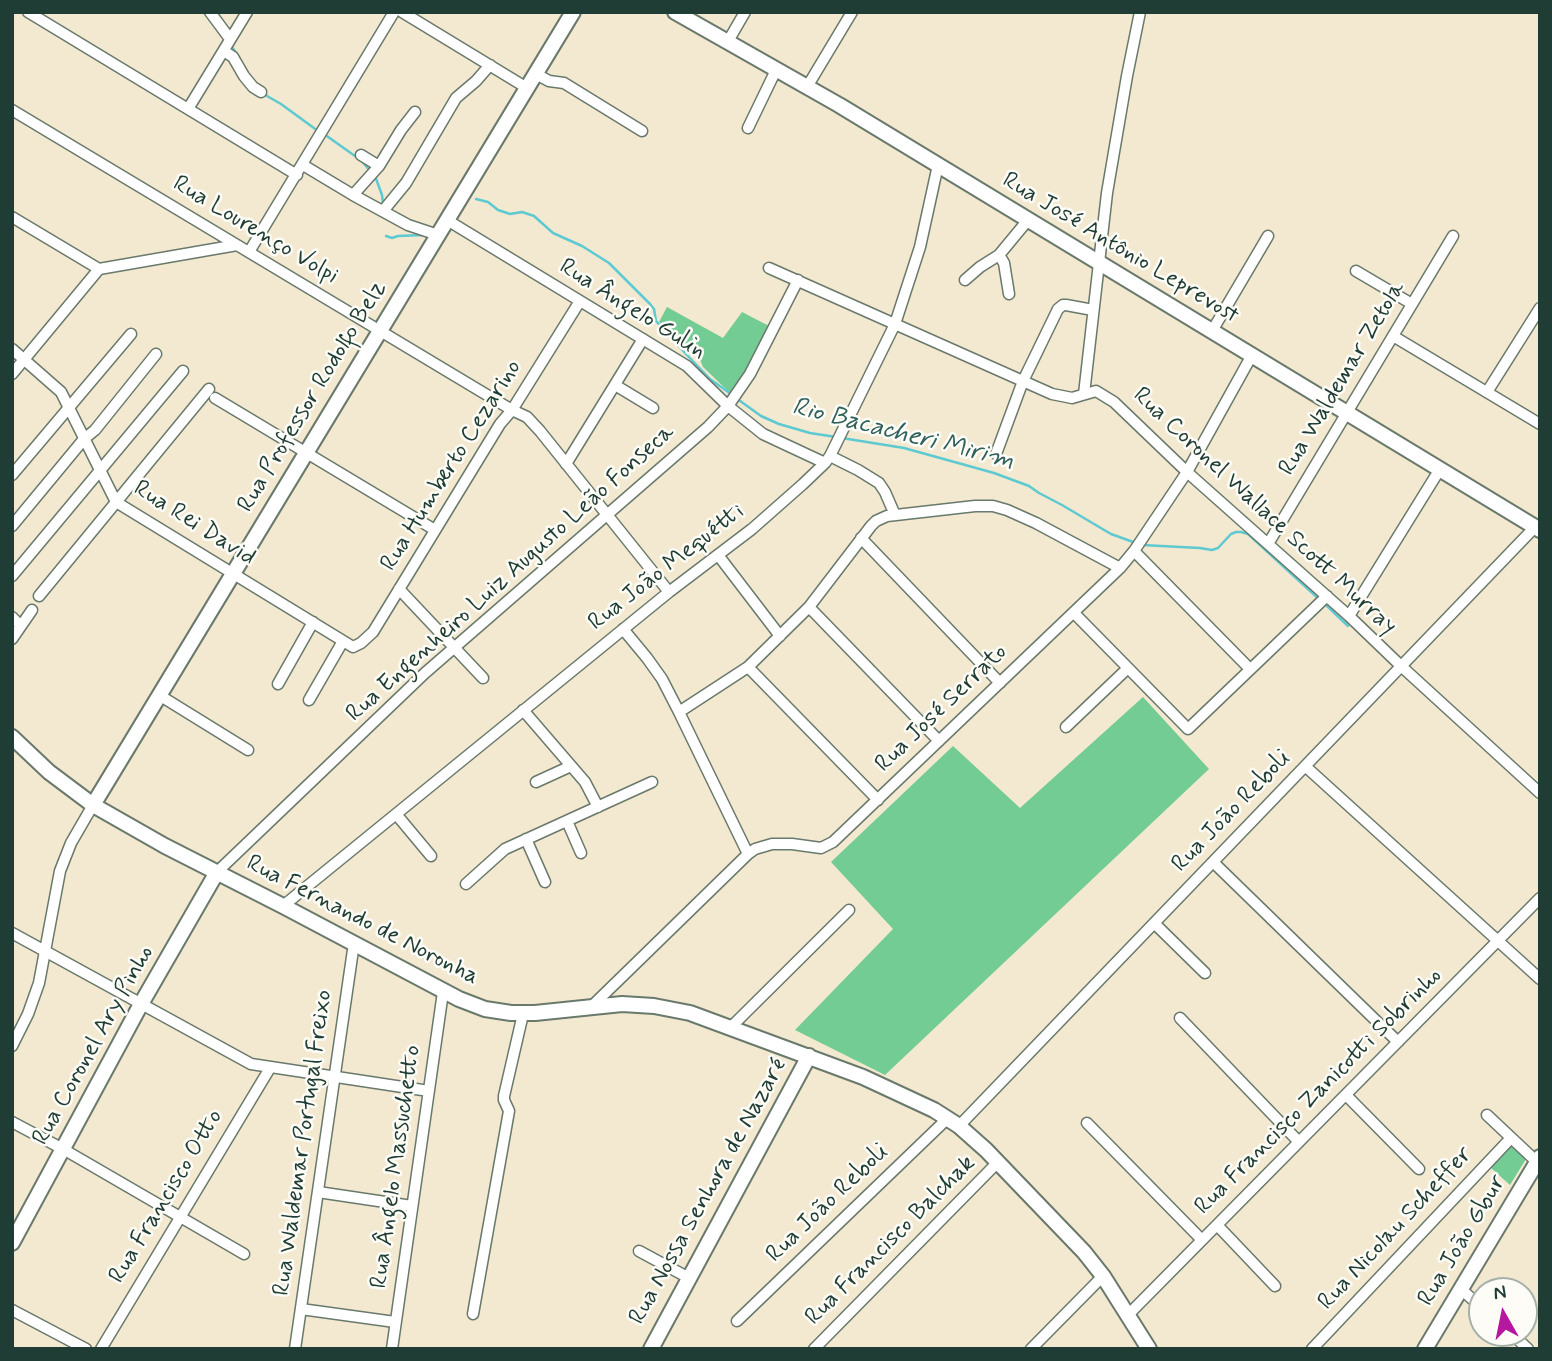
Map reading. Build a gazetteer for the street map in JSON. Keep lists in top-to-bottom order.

* * *

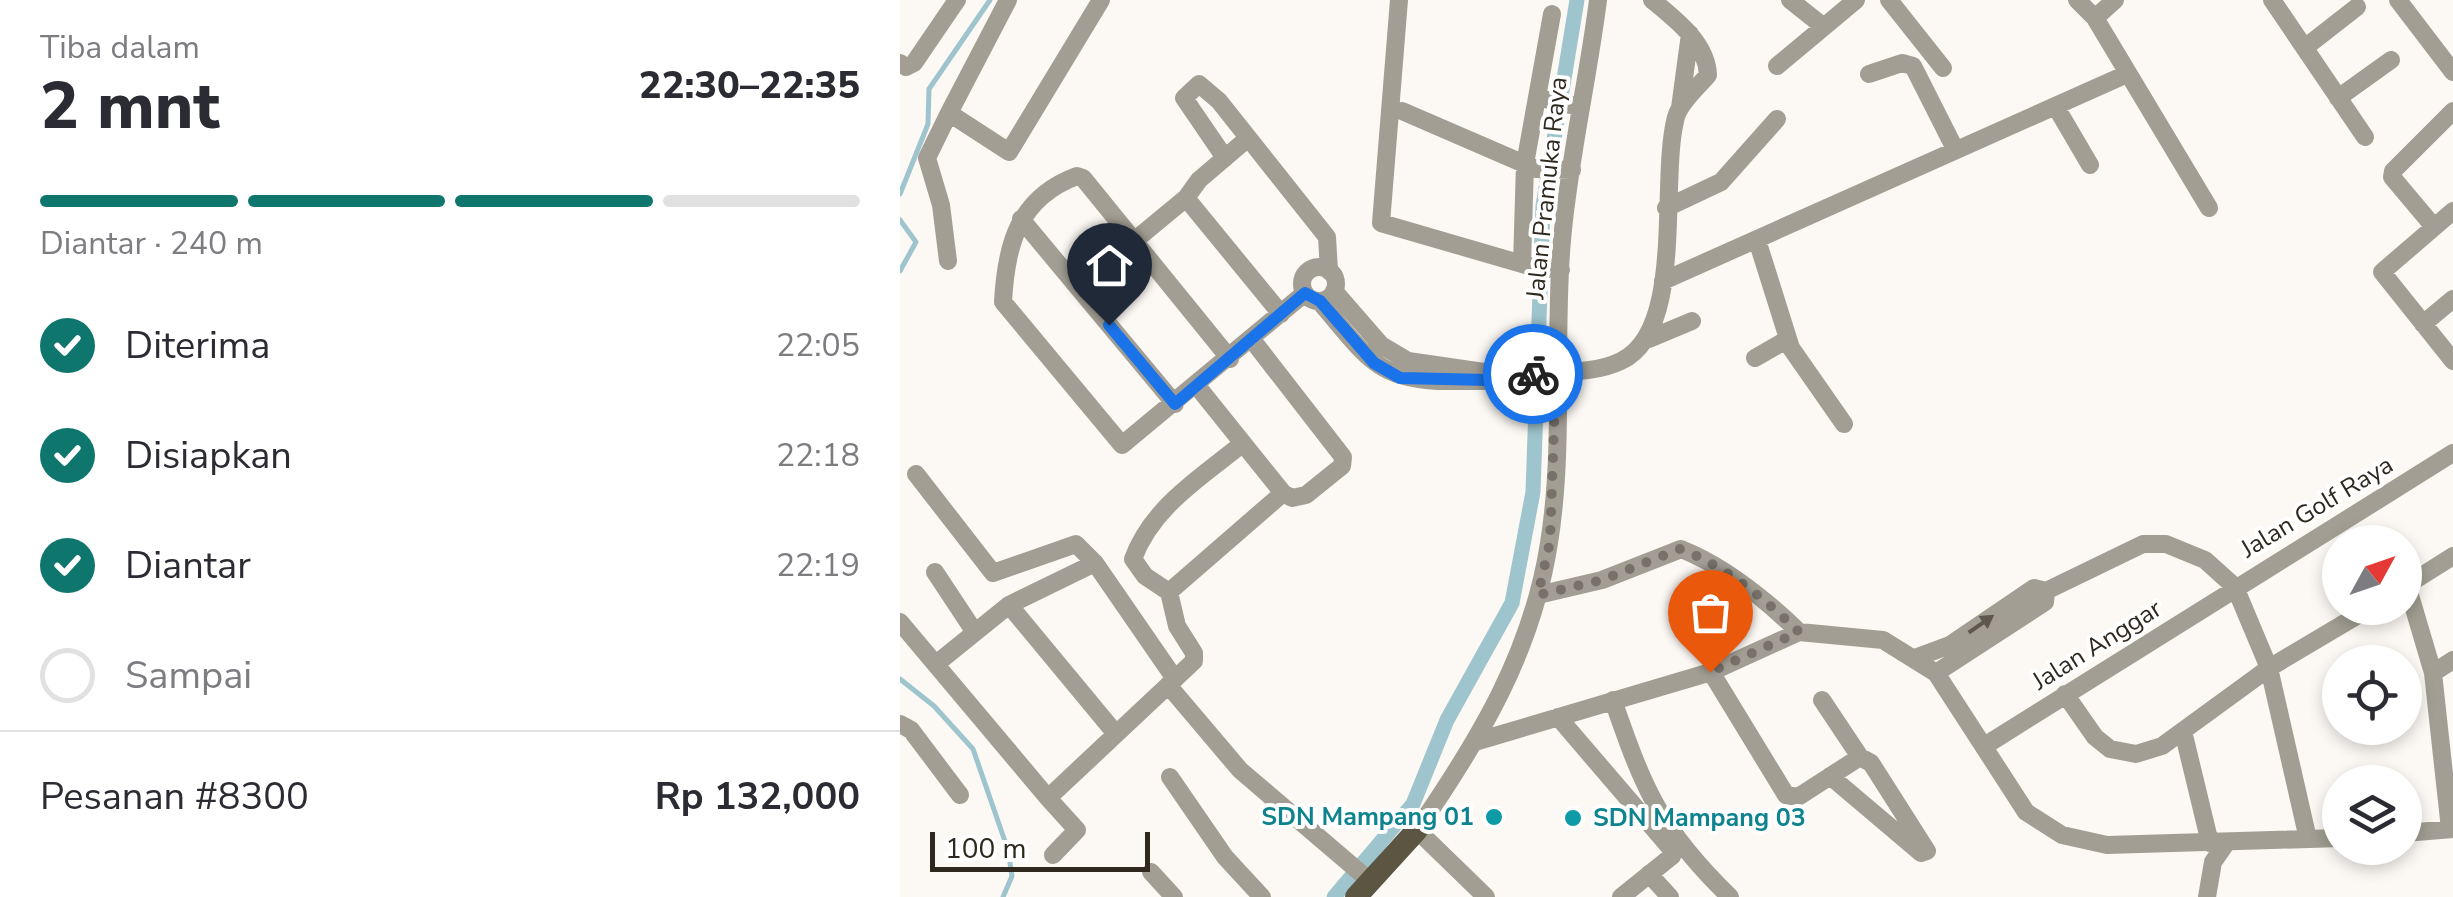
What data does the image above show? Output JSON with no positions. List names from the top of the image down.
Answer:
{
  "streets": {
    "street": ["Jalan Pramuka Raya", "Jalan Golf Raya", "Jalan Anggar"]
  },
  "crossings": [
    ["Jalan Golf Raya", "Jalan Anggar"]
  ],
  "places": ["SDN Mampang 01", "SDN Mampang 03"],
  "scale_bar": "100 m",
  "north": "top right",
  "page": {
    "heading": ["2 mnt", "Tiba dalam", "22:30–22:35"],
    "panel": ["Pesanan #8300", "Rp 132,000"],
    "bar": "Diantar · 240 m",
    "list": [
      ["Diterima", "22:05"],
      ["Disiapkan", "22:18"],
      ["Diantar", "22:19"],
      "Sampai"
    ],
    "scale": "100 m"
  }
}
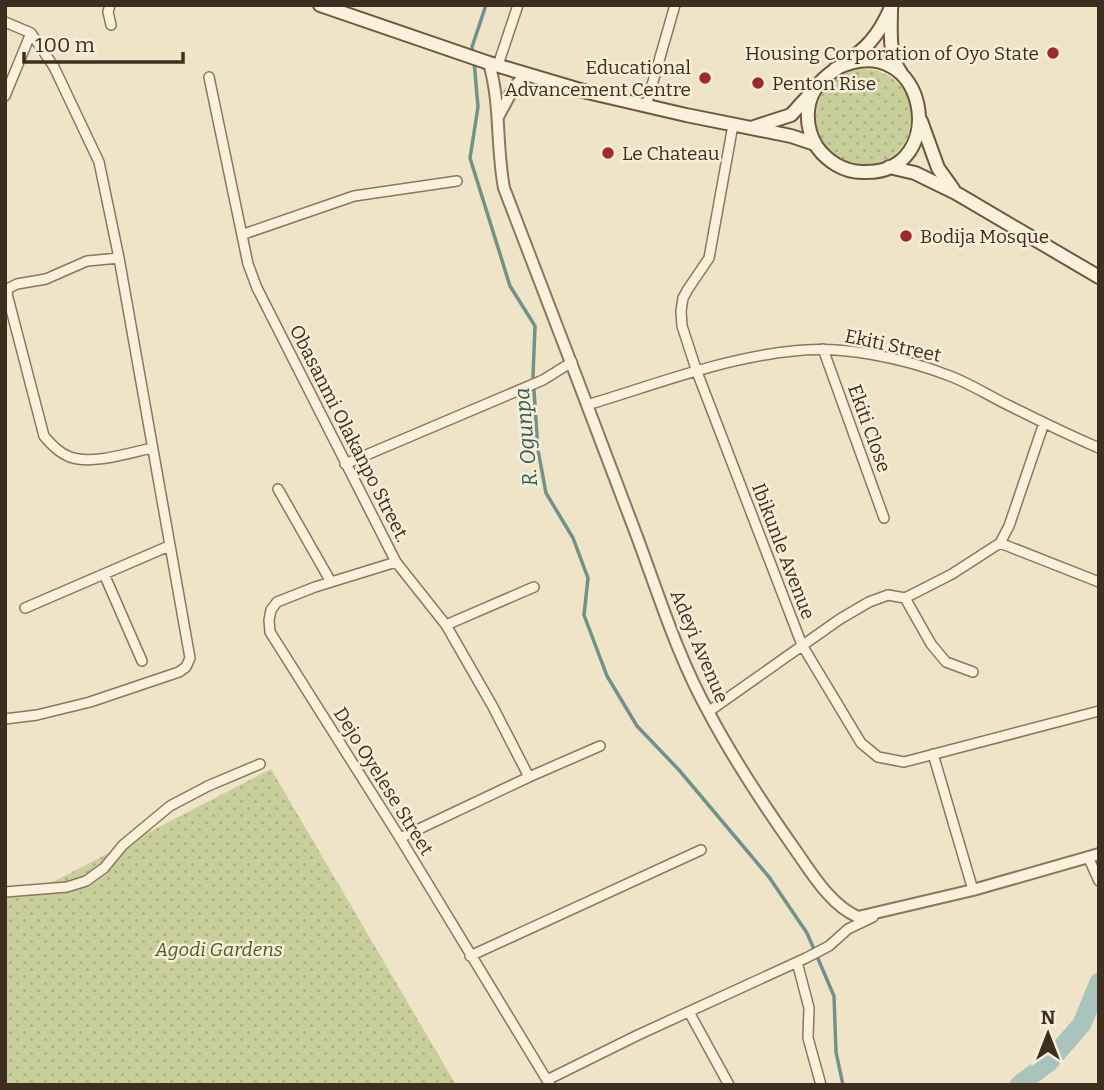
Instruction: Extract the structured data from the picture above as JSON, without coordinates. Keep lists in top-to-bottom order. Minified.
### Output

--

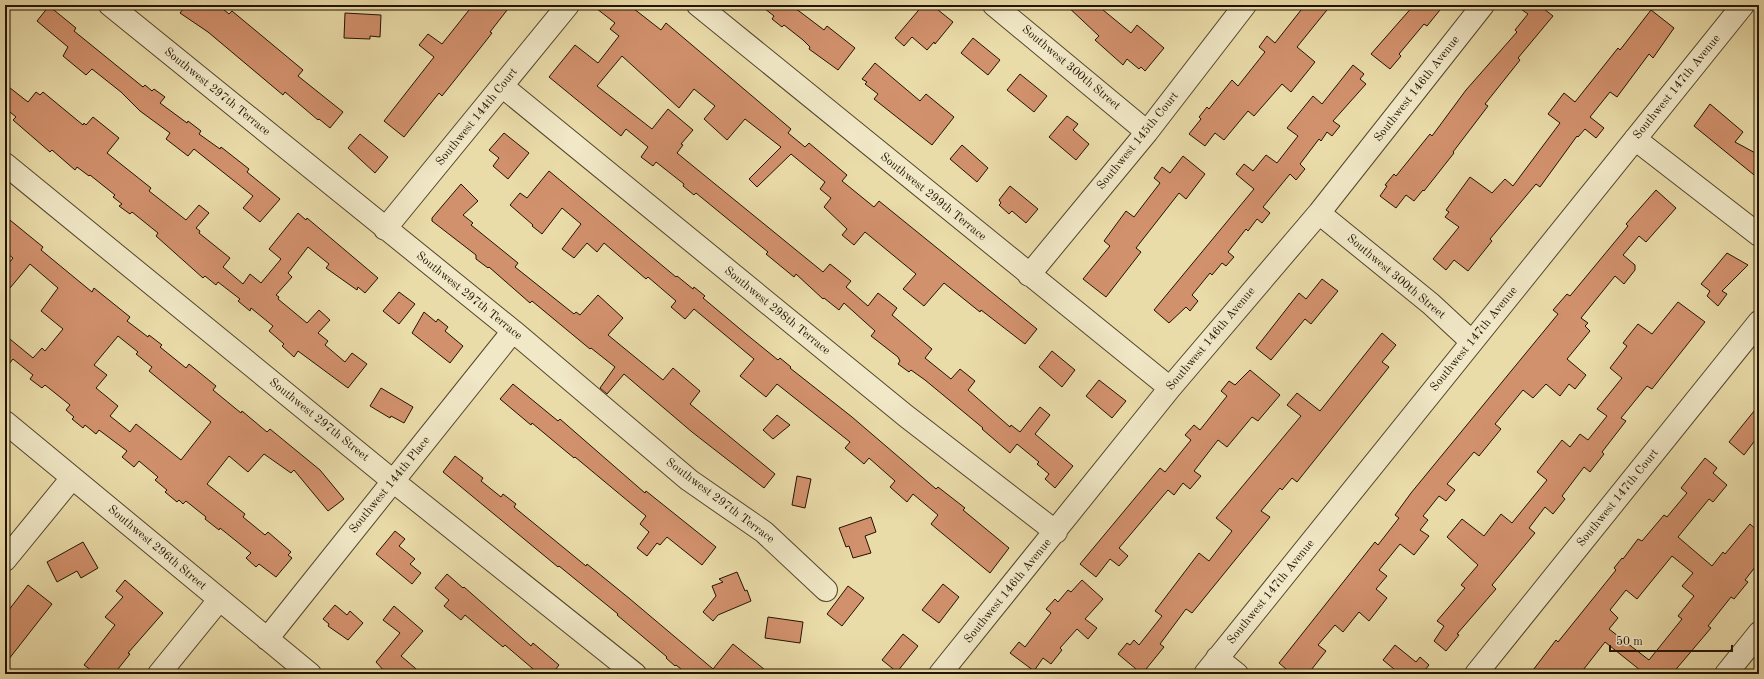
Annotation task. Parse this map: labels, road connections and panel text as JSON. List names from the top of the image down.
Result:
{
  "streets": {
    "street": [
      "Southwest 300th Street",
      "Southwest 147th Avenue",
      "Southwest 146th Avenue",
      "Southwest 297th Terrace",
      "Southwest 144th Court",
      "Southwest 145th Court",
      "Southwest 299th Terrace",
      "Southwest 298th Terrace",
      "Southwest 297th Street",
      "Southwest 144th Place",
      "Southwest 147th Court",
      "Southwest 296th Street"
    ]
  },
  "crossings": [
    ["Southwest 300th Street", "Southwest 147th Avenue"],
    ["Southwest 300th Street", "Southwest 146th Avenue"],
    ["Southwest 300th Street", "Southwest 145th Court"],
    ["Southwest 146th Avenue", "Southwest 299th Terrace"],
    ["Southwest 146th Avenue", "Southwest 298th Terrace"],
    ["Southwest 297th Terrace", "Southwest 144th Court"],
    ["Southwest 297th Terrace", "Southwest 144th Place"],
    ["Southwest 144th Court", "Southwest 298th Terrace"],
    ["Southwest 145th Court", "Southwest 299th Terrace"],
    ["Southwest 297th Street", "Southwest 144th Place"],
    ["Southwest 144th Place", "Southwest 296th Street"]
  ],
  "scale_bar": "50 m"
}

**WHAT YOU SHOULD DO**: Answer with one number only, the count of lines in the entries above that hold the string "down".

**ANSWER TO THIS EXERCISE**: 2